The response must reproduce every record in full.

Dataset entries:
Start of Block

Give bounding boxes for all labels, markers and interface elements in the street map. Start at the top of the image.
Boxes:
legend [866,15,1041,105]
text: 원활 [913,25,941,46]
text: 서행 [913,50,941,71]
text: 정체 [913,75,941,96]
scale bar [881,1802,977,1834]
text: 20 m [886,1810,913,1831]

End of Block

* ANSWER BOX
Give bounding boxes for all labels, markers and interface elements in the street map. Start at the top of the image.
Boxes:
legend [866,15,1041,105]
text: 원활 [913,25,941,46]
text: 서행 [913,50,941,71]
text: 정체 [913,75,941,96]
scale bar [881,1802,977,1834]
text: 20 m [886,1810,913,1831]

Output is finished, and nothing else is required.